8.2 Primary key association

 

8.1 Foreign key association


There are seven tables: store information table, order table, order detail table, payment collection table, store online rating table, store offline rating table, and store assessment score table.

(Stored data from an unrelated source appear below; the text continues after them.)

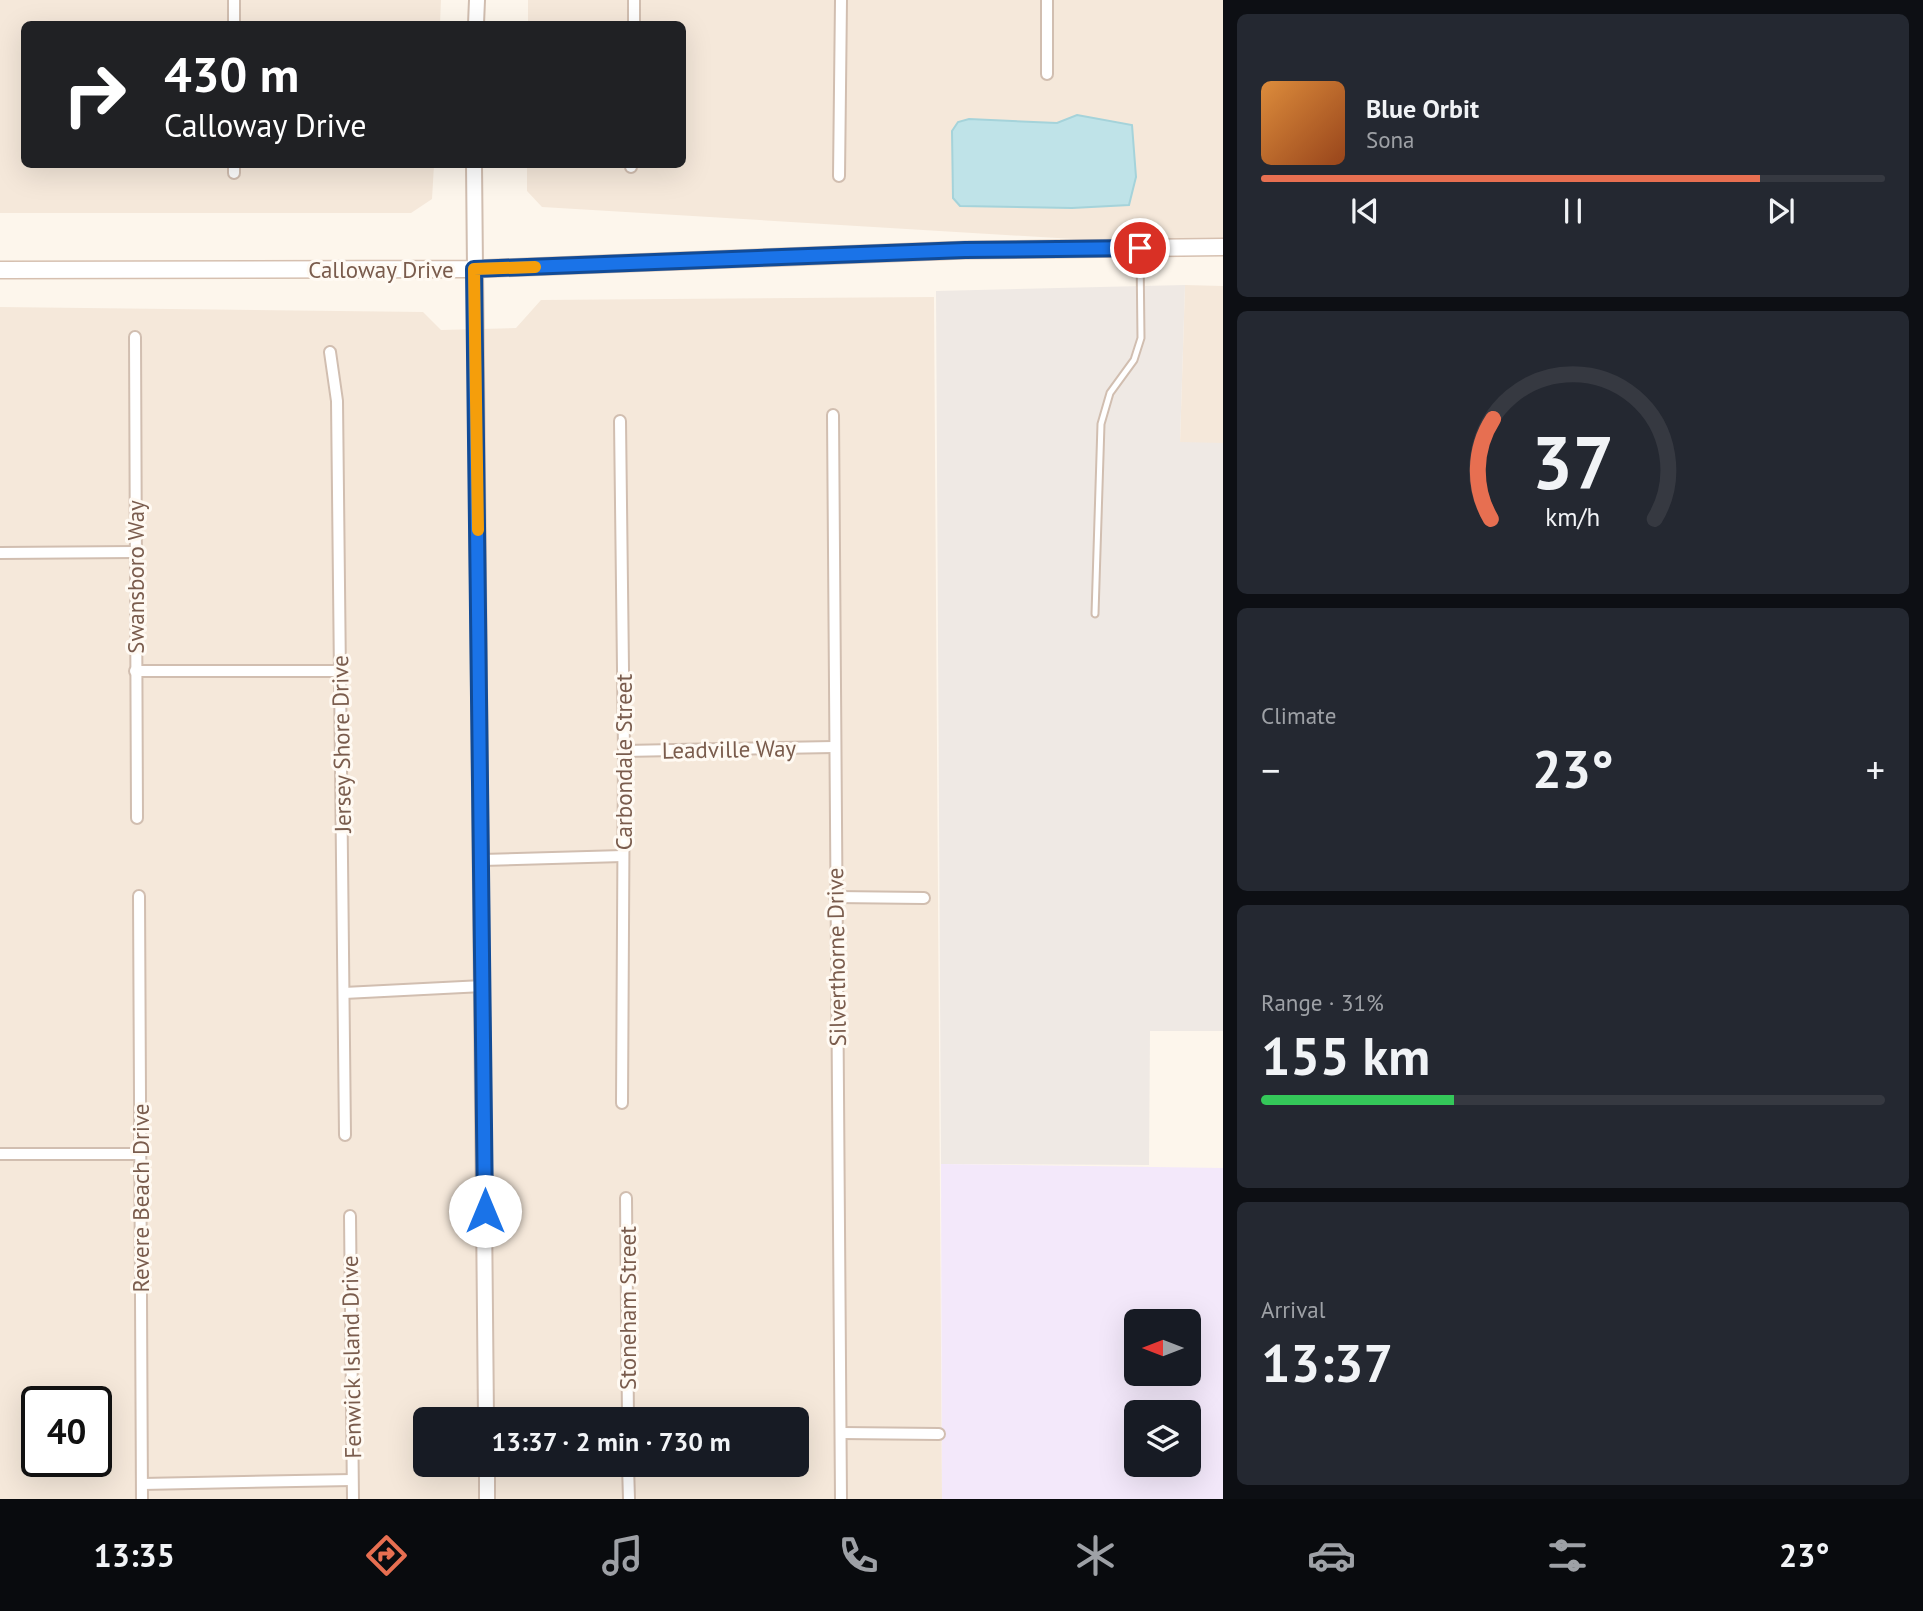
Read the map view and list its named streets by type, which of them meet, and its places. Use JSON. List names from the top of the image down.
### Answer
{
  "streets": {
    "main road": ["Calloway Drive"],
    "street": [
      "Swansboro Way",
      "Jersey Shore Drive",
      "Leadville Way",
      "Carbondale Street",
      "Silverthorne Drive",
      "Revere Beach Drive",
      "Stoneham Street",
      "Fenwick Island Drive"
    ]
  },
  "crossings": [
    ["Leadville Way", "Carbondale Street"],
    ["Leadville Way", "Silverthorne Drive"]
  ],
  "north": "left",
  "page": {
    "turn": ["430 m", "Calloway Drive"],
    "song": ["Blue Orbit", "Sona"],
    "tile": [
      "Climate",
      ["Range · 31%", "155 km"],
      ["Arrival", "13:37"]
    ],
    "heat": ["−", "23°", "+"],
    "limit": "40",
    "trip": "13:37 · 2 min · 730 m",
    "tabs": ["13:35", "23°"],
    "gauge": ["37", "km/h"]
  }
}
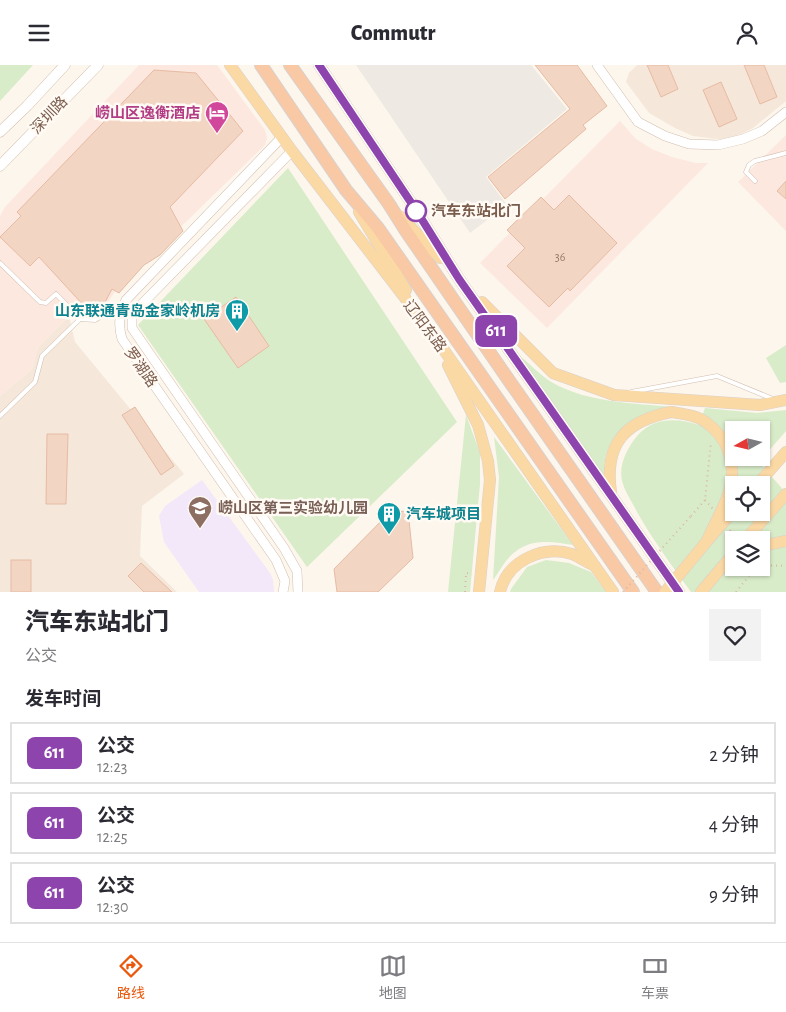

Perform the following calculations:

Store information table

storeid state
s101 California
s102 New York
s103 Florida

Order table

storeid orderid client location
s101 o10001 c104231 New York
s101 o10002 c107032 New York
s101 o10003 c108875 New York

Order detail table

storeid orderid productid price
s101 o10001 p1078 1273
s101 o10002 p1091 131
s101 o10002 p1008 780

Payment collection table

storeid orderid term payment
s101 o10001 1 318.25
s101 o10001 2 318.25
s101 o10001 3 318.25

Store online rating table

storeid online_score
s101 4
s102 1
s103 5

Store offline rating table

storeid offline_score
s101 10
s102 2
s103 2

Store assessment score table

storeid test_score
s101 4
s102 10
s103 8

1. Homo-dimension association - calculate the score given by client for a store (online score*0.4 + offline score*0.6)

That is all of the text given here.